ABSTRACT Fault zone structure and lithology affect permeability of Triassic Muschelkalk limestone... more ABSTRACT Fault zone structure and lithology affect permeability of Triassic Muschelkalk limestone-marl-alternations in Southwest Germany, a region characterized by a complex tectonic history. Field studies of eight fault zones provide insights into fracture system parameters (orientation, density, aperture, connectivity, vertical extension) within fault zone units (fault core, damage zone). Results show decreasing fracture lengths with distances to the fault cores in well-developed damage zones. Fracture connectivity at fracture tips is enhanced in proximity to the slip surfaces, particularly caused by shorter fractures.
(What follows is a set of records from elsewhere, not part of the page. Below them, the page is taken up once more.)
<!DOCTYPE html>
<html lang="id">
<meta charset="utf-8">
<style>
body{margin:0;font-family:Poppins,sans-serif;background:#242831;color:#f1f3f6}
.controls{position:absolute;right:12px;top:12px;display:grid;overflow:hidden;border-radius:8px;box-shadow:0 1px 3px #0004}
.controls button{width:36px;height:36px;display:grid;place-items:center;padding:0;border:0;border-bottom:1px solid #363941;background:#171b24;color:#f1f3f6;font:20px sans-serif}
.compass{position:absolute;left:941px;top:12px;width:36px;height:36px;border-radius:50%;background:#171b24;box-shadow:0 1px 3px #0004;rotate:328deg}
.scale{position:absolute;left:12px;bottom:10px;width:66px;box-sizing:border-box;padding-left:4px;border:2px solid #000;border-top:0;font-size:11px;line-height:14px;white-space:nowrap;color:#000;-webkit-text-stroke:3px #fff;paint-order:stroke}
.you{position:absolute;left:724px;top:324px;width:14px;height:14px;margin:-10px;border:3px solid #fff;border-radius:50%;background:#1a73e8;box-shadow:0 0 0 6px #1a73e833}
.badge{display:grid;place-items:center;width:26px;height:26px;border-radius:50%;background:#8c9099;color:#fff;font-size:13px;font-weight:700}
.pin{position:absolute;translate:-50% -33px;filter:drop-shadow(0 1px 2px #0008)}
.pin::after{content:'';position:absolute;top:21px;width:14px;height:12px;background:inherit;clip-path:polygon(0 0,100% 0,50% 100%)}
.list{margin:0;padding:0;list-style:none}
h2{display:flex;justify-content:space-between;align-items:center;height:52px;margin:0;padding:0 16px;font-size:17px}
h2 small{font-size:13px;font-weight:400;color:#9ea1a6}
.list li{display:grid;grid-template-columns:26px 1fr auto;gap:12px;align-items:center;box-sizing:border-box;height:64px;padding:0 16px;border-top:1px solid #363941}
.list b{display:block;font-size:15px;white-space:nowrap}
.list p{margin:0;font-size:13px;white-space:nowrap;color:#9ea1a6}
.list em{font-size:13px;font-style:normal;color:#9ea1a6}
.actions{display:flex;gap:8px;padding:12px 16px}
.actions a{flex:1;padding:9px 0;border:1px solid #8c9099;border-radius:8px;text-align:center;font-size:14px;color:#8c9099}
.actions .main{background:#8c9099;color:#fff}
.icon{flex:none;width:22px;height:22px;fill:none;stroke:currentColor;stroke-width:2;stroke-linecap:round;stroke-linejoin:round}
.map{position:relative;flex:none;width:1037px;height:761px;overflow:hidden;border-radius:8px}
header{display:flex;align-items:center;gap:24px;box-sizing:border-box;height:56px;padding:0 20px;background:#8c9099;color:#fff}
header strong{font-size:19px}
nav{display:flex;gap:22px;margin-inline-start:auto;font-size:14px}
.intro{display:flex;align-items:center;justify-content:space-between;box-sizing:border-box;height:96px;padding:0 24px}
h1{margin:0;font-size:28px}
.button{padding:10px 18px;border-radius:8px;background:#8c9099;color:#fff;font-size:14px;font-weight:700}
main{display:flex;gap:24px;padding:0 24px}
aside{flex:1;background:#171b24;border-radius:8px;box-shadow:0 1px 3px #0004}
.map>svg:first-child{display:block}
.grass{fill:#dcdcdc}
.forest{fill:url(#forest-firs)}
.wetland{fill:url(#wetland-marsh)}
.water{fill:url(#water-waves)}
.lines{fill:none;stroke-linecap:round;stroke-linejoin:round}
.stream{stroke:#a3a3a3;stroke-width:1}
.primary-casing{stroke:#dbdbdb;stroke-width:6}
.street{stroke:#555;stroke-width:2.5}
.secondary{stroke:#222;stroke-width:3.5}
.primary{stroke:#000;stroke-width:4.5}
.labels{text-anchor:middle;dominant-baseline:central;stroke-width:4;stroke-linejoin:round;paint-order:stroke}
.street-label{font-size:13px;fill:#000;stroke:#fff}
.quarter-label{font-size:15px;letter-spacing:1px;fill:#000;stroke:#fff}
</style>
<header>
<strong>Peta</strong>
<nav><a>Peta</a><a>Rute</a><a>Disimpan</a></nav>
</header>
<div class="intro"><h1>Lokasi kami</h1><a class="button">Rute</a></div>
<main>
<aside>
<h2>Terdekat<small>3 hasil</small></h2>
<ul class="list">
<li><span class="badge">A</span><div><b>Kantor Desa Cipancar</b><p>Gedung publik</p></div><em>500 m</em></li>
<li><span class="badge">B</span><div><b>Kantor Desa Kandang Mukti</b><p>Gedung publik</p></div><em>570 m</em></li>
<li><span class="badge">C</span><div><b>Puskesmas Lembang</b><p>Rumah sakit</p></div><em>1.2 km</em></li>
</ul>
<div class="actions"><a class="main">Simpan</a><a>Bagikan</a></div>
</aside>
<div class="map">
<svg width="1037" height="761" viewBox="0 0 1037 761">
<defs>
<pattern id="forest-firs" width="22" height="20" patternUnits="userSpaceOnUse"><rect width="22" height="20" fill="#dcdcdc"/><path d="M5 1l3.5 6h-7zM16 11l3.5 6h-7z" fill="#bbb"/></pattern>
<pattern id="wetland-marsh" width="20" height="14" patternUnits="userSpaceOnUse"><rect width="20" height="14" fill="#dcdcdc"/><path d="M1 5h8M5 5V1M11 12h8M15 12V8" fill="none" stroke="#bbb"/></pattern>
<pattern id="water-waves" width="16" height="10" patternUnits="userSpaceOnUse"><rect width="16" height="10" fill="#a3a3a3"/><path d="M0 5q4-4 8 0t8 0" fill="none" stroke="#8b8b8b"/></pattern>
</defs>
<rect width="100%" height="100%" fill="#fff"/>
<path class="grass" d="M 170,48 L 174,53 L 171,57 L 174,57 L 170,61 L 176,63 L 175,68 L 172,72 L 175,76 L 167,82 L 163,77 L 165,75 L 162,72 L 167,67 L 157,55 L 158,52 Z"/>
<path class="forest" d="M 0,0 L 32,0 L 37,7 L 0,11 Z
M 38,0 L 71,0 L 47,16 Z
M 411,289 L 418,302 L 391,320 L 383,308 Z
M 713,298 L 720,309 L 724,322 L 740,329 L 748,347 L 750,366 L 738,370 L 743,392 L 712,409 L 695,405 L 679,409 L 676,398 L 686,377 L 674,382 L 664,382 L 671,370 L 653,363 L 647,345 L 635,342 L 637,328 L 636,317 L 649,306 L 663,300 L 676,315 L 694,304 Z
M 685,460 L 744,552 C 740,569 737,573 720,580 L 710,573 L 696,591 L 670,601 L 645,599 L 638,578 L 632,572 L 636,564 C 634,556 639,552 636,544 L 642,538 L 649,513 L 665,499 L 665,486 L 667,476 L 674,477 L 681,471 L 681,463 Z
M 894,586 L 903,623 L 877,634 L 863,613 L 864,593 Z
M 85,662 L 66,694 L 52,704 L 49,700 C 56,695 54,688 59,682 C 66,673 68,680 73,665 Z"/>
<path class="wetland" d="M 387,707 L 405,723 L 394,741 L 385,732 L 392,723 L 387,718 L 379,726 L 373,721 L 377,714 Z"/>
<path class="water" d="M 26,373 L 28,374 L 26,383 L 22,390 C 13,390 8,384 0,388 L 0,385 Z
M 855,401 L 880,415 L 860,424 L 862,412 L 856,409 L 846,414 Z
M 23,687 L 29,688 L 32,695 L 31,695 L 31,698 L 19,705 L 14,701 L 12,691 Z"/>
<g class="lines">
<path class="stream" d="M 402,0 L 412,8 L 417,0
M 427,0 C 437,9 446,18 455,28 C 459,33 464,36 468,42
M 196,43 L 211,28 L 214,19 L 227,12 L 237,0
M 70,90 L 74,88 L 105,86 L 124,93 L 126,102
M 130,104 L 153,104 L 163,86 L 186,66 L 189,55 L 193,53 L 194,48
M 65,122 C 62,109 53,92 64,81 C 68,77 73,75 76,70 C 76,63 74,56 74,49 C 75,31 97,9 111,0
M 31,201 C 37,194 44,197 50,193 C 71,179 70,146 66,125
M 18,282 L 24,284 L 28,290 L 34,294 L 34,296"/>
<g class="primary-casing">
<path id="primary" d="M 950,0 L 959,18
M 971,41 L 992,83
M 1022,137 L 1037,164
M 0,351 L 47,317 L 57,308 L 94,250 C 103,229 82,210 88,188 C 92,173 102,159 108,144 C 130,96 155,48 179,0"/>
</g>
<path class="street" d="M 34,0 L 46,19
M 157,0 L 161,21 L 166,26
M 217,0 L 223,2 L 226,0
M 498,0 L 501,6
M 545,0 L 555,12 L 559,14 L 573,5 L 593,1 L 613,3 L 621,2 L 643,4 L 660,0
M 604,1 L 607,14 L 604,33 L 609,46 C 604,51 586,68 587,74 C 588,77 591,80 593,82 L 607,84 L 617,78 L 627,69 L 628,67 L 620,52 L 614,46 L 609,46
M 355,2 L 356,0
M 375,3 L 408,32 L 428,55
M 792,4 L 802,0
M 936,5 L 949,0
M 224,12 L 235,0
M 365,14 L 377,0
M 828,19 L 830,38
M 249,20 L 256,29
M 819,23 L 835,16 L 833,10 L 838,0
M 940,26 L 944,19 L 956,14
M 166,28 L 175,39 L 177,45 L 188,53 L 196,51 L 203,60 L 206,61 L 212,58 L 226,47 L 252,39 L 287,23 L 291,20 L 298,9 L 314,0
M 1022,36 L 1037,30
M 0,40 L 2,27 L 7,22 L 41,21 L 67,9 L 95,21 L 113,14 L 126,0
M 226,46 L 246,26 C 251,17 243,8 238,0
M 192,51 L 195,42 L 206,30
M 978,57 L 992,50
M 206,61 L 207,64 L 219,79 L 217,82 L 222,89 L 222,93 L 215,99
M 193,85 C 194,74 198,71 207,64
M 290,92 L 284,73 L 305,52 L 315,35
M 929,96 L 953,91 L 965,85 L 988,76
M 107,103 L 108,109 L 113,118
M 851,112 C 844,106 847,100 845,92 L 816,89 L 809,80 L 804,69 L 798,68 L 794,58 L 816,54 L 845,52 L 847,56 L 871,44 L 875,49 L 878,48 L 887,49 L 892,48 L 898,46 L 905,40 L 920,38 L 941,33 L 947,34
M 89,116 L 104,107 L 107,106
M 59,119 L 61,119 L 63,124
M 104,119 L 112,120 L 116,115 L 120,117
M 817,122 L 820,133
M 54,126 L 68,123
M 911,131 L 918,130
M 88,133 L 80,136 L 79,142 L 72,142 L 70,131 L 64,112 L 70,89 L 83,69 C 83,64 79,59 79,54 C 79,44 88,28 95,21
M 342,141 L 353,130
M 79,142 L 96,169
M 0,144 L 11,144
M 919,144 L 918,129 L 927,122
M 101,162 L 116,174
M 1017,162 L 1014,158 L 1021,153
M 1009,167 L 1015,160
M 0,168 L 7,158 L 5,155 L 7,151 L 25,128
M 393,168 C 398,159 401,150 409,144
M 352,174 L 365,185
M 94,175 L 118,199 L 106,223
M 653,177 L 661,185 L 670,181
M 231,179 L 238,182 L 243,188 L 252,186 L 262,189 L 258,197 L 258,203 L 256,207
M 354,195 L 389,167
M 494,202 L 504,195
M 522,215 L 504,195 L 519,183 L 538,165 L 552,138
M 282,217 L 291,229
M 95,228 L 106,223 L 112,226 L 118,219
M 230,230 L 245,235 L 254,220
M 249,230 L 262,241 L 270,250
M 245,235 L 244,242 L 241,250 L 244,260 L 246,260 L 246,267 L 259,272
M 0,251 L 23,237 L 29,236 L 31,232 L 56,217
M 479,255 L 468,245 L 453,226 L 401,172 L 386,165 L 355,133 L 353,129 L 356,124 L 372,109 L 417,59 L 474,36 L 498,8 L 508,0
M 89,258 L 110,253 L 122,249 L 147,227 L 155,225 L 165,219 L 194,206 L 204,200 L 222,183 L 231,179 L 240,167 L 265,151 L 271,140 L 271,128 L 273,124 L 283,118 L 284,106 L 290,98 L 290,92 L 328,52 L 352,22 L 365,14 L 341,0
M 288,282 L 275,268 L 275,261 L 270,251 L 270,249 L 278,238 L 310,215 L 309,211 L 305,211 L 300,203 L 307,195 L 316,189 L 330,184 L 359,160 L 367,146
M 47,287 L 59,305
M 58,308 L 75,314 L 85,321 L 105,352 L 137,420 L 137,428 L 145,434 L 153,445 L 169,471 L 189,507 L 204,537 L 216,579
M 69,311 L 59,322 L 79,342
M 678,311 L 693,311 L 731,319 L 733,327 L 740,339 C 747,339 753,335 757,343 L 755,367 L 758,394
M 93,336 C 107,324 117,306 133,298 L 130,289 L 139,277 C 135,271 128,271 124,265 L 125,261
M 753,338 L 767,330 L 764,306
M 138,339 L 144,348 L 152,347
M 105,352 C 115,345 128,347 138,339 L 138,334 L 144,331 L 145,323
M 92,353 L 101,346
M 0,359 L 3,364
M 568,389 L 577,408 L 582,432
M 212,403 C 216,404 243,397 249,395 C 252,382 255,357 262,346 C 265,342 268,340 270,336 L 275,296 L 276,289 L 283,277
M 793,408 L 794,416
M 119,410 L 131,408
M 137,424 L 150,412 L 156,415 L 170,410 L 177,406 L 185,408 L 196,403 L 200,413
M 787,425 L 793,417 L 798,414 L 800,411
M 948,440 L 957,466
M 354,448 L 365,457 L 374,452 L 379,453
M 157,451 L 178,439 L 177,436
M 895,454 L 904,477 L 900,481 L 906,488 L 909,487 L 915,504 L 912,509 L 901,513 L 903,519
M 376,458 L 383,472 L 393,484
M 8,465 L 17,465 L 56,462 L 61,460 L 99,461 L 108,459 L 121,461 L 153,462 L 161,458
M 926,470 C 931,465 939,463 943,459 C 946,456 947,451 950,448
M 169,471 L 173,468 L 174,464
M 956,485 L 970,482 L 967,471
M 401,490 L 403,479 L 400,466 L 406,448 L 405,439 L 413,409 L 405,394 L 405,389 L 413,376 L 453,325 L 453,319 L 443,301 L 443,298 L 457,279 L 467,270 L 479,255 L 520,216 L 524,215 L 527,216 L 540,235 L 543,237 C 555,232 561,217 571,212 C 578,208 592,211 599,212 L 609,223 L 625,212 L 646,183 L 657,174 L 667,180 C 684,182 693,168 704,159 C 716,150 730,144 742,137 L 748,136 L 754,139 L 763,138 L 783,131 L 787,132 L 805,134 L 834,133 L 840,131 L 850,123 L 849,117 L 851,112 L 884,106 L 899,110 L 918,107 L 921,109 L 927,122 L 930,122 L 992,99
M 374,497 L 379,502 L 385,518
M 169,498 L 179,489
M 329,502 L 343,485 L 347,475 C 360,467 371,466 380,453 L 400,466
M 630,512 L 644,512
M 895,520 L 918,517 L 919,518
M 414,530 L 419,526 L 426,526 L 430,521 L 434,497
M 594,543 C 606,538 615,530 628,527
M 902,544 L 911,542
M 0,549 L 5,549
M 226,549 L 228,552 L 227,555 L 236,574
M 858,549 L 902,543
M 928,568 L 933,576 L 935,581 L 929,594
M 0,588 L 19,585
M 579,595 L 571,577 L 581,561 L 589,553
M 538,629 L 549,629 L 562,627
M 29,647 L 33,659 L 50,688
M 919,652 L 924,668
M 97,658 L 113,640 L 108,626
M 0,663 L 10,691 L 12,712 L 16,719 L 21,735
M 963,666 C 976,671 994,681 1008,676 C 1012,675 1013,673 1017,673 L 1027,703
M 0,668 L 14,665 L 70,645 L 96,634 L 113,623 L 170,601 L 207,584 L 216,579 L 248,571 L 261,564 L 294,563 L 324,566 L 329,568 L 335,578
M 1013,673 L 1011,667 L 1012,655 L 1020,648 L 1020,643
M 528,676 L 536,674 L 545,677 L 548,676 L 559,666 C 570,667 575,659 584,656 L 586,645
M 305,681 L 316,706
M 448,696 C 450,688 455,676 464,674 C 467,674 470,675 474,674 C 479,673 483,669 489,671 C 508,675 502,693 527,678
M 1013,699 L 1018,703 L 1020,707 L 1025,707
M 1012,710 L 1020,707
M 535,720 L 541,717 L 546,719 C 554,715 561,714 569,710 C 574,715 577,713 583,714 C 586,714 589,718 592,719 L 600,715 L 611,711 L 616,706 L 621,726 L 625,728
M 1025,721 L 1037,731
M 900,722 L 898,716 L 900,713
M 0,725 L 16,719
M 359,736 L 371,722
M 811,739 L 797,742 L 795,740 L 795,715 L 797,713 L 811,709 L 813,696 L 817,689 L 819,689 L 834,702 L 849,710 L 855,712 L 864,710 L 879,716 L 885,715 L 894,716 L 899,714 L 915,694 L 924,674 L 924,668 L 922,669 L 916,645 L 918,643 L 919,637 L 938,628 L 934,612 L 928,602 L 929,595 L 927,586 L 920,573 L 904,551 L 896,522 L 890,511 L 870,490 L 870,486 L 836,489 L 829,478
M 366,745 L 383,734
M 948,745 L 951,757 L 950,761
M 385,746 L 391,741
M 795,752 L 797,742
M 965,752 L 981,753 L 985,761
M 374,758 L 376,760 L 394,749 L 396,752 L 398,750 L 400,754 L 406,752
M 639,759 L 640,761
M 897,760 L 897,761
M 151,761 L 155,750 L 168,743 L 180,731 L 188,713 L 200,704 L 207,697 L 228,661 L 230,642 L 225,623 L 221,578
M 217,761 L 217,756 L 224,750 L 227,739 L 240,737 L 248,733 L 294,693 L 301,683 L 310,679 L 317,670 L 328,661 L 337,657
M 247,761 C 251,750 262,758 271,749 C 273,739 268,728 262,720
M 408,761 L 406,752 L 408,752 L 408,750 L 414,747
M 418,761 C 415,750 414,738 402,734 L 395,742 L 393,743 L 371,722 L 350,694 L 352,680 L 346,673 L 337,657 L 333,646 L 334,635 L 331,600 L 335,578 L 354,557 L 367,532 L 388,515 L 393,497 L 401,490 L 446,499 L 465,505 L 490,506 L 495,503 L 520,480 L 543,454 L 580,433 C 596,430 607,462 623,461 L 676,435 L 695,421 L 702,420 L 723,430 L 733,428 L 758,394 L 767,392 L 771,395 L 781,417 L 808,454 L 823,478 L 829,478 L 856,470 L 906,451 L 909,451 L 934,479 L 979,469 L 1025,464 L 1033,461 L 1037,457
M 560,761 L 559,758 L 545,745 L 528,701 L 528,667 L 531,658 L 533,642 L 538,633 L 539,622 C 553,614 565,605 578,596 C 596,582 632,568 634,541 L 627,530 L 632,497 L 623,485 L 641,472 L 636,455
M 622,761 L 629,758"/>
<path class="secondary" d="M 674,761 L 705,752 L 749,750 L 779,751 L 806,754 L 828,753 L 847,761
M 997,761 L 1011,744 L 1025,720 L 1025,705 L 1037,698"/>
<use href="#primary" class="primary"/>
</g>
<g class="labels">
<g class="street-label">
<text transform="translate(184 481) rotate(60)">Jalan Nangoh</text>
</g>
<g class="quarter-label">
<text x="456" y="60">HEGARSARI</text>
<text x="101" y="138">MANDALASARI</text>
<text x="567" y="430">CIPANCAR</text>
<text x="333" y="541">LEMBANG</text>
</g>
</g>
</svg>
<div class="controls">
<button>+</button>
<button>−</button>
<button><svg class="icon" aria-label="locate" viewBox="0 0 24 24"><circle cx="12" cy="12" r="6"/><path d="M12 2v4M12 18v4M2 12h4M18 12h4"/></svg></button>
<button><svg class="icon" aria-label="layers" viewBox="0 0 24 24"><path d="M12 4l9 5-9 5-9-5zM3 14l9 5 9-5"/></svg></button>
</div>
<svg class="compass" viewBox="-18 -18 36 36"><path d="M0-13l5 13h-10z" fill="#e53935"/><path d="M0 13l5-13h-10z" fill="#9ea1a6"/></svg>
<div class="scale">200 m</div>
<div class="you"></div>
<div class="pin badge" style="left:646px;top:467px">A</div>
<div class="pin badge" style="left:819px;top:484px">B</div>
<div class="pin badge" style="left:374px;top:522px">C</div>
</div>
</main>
Different mechanical properties of limestone and marl layers obviously affect fracture propagation and thus fracture system connectivity and permeability. Fracture apertures are largest parallel and subparallel to fault zones and prominent regional structures (e.g., Upper Rhine Graben) leading to enhanced fracture-induced permeabilities. Mineralized fractures and mineralizations in fault cores indicate past fluid flow. Permeability is increased by the development of hydraulically active pathways across several beds (non-stratabound fractures) to a higher degree than by the formation of fractures interconnected at fracture tips. We conclude that there is an increase of interconnected fractures and fracture densities in proximity to the fault cores. This is particularly clear in more homogenous rocks. The results help to better understand permeability in Muschelkalk rocks.